6. Comparative Performance Metrics
GIANT delivers substantial improvements over patch and thumbnail baselines (single-run, ), as quantified by top-1 balanced accuracy for classification and raw accuracy for VQA:
| Task | Thumbnail (%) | Patch (%) | GIANT (%) | GIANT ×5 (%) |
|---|---|---|---|---|
| Cancer Diagnosis | 9.2 | 12.8 | 32.3 | – |
| Organ Classification | 36.5 | 43.7 | 53.7 | 60.7 |
| Cancer Grading | 12.2 | 21.3 | 23.2 | 25.4 |
| SlideBenchVQA | 54.8 | 52.3 | 58.9 | – |
| ExpertVQA | 50.0 | 43.8 | 57.0 | 62.5 |
On pathologist-authored ExpertVQA items, GIANT combined with GPT-5 achieves 62.5% accuracy, notably surpassing specialist models TITAN (43.8%) and SlideChat (37.5%). Majority-vote aggregation across five independent GIANT runs (“GIANT ×5”) further enhances performance on several tasks.

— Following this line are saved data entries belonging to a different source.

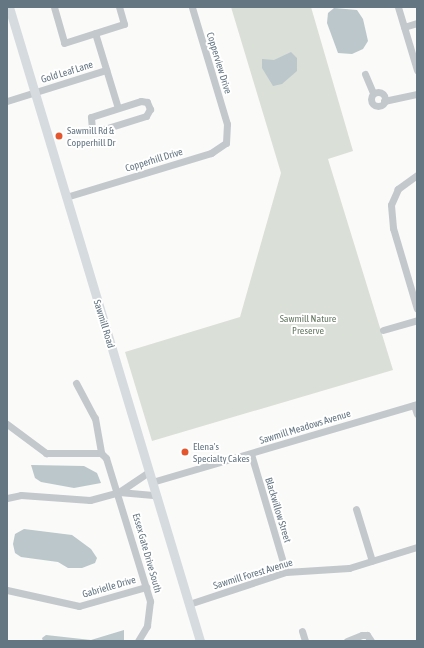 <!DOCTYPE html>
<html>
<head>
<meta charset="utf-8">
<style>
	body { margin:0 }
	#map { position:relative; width:424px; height:648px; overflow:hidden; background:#fafaf8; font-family:"Asap Condensed",sans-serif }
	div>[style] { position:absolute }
	.green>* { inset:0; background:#dadfd7 }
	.water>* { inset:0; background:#bbc7cb }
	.minor>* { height:7px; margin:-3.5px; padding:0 3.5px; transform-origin:3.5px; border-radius:3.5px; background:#c3c8cc }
	.minor>.ring { margin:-3.5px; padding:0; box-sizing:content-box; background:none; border:7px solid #c3c8cc; border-radius:50% }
	.major>* { height:9px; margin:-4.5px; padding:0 4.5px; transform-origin:4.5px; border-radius:4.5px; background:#d6dbdf }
	.dots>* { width:11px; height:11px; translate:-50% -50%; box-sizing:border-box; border:2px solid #fff; border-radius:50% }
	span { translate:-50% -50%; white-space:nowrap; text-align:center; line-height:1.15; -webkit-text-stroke:4px #fff; paint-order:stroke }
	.street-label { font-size:10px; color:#657683 }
	.poi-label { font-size:10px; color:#657683 }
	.left { translate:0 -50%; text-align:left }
	.park-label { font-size:10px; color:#687a64 }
	.frame { position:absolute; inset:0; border:8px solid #657683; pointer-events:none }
</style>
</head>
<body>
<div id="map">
	<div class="green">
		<i style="clip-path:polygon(231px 7px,311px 7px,353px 151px,328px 159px,393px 370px,152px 441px,125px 352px,240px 317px,281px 173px)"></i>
	</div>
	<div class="water">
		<i style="clip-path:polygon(334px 8px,357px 10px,363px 19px,368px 41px,363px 49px,352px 54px,338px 53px,327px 23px,328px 13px)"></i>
		<i style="clip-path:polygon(291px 52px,297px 58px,297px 71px,282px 84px,273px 86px,262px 68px,262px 59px,274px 60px)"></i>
		<i style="clip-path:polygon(31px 465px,84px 466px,97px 473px,101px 483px,74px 488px,41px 482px,35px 478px)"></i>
		<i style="clip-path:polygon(24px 529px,72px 535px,91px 549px,97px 558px,95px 563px,82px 568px,68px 568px,58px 562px,21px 557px,15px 553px,13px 544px,15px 534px)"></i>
		<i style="clip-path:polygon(124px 630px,124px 641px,43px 641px,42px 638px,46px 635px,91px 640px)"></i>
	</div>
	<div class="minor">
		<i style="left:54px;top:7px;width:37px;rotate:74deg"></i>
		<i style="left:64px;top:43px;width:63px;rotate:-17.6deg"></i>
		<i style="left:124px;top:24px;width:18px;rotate:-106deg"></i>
		<i style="left:398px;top:7px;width:66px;rotate:73.2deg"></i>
		<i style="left:404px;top:27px;width:14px;rotate:-17deg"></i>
		<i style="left:95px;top:33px;width:78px;rotate:73deg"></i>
		<i style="left:365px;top:74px;width:21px;rotate:67deg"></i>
		<i class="ring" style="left:371px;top:92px;width:7px;height:7px"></i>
		<i style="left:7px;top:101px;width:104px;rotate:-17.4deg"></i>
		<i style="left:141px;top:101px;width:6px;rotate:9deg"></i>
		<i style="left:147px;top:102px;width:8px;rotate:67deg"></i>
		<i style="left:150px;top:109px;width:8px;rotate:120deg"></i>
		<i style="left:146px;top:116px;width:50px;rotate:162.6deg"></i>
		<i style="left:98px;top:131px;width:6px;rotate:-162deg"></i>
		<i style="left:92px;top:129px;width:12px;rotate:-95deg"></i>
		<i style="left:91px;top:117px;width:52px;rotate:-17.7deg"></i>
		<i style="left:384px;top:101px;width:34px;rotate:-12deg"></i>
		<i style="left:417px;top:175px;width:24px;rotate:144deg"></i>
		<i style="left:398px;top:189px;width:17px;rotate:114deg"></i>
		<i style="left:391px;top:205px;width:23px;rotate:85deg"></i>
		<i style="left:393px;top:228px;width:84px;rotate:73.5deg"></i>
		<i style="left:66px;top:197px;width:152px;rotate:-16.9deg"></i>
		<i style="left:211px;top:153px;width:18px;rotate:-34deg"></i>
		<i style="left:226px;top:143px;width:19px;rotate:-87deg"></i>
		<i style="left:227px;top:124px;width:122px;rotate:-106.7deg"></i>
		<i style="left:383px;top:330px;width:35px;rotate:-16deg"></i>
		<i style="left:76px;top:383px;width:40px;rotate:62deg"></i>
		<i style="left:95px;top:418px;width:36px;rotate:80deg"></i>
		<i style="left:414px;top:405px;width:9px;rotate:72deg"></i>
		<i style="left:7px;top:424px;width:49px;rotate:36.6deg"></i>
		<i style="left:46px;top:453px;width:55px"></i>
		<i style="left:101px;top:453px;width:7px;rotate:45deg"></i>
		<i style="left:106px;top:458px;width:150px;rotate:72.9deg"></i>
		<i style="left:150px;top:601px;width:25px;rotate:97deg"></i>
		<i style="left:147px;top:626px;width:17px;rotate:121deg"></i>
		<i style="left:251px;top:454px;width:123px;rotate:73.5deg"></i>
		<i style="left:152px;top:482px;width:276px;rotate:-16.4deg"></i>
		<i style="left:119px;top:492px;width:36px;rotate:-34deg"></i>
		<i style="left:7px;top:498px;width:14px;rotate:-12deg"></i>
		<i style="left:21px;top:495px;width:69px;rotate:4.1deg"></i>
		<i style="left:90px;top:500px;width:30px;rotate:-15deg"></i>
		<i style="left:119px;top:492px;width:37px;rotate:5deg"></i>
		<i style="left:356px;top:509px;width:54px;rotate:72.9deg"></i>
		<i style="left:7px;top:590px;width:74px;rotate:12.5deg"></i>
		<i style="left:79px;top:606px;width:70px;rotate:-15.8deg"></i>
		<i style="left:189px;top:604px;width:102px;rotate:-18.3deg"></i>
		<i style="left:286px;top:572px;width:63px;rotate:-3.6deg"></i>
		<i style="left:349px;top:568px;width:71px;rotate:-17.2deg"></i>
		<i style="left:302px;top:631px;width:10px;rotate:73deg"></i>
		<i style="left:347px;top:641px;width:16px;rotate:-22deg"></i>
		<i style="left:362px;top:635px;width:5px"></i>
		<i style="left:367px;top:635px;width:7px;rotate:56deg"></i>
	</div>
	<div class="major">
		<i style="left:9px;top:7px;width:662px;rotate:73.23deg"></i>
	</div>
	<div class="dots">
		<i style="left:59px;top:136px;background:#e4572e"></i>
		<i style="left:185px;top:452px;background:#e4572e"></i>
	</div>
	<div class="street-label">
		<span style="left:219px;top:63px;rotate:73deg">Copperview Drive</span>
		<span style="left:67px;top:72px;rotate:-17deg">Gold Leaf Lane</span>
		<span style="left:154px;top:160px;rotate:-17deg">Copperhill Drive</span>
		<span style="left:104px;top:324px;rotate:73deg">Sawmill Road</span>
		<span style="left:305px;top:427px;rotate:-17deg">Sawmill Meadows Avenue</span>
		<span style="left:278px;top:510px;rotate:73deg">Blackwillow Street</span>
		<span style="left:147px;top:553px;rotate:74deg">Essex Gate Drive South</span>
		<span style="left:253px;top:574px;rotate:-17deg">Sawmill Forest Avenue</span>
		<span style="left:109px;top:587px;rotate:-16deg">Gabrielle Drive</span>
	</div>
	<div class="poi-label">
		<span class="left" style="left:67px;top:136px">Sawmill Rd &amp;<br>Copperhill Dr</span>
		<span class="left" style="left:193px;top:452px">Elena's<br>Specialty Cakes</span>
	</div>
	<div class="park-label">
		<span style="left:308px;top:324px">Sawmill Nature<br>Preserve</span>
	</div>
	<div class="frame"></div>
</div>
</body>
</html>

These results demonstrate the efficacy of iterative, agentic strategies for complex medical image reasoning (Buckley et al., 24 Nov 2025).
7. Strengths, Limitations, and Prospective Advancements
Strengths
- The agentic, human-like navigation unlocks spatial and hierarchical reasoning not feasible through traditional patch or thumbnail analysis.
- Zero-shot prompting yields robust and generalizable performance across diverse clinical and open-domain tasks.
- GIANT provides transparent “reasoning traces” (zoom sequences, rationales) that are accessible for expert audit; 62.9% of zoom steps were evaluated as appropriate by a pathologist.
Limitations
- GIANT’s accuracy, while competitive on VQA, is substantially below that of purpose-trained encoders for pure classification (e.g., TITAN exceeds 88% on TCGA diagnostic classification).
- Diagnostic anchoring and hallucinations in open-ended reasoning limit clinical deployment without further guardrails.
- Computational demand is high, with approximately 20 LMM invocations per slide during inference.
- ISUP grading task accuracy plateaus near 25%, indicating persistent challenges in fine-grained histopathological assessment.
Future Directions
Proposed avenues for enhancement include:
- Development of a lightweight region scoring module to delegate proposal selection, reducing LMM dependency during navigation.
- Integration of domain-specific vision encoders (e.g., CONCH), utilizing correctness checks to prevent propagation of errors.
- Application of reinforcement learning or imitation learning leveraging pathologist navigation traces to refine policy.
- Augmentation of prompt context with memory mechanisms to recognize and avoid redundancy in explored regions.
- Fine-tuning LMMs on paired image-text reasoning traces to attenuate hallucination rates.
This suggests that incorporating structured navigation with foundation models can bridge much of the gap to specialist pathology models for multi-scale, expert-level reasoning, while also highlighting the need for domain priors and more robust supervision prior to clinical use (Buckley et al., 24 Nov 2025).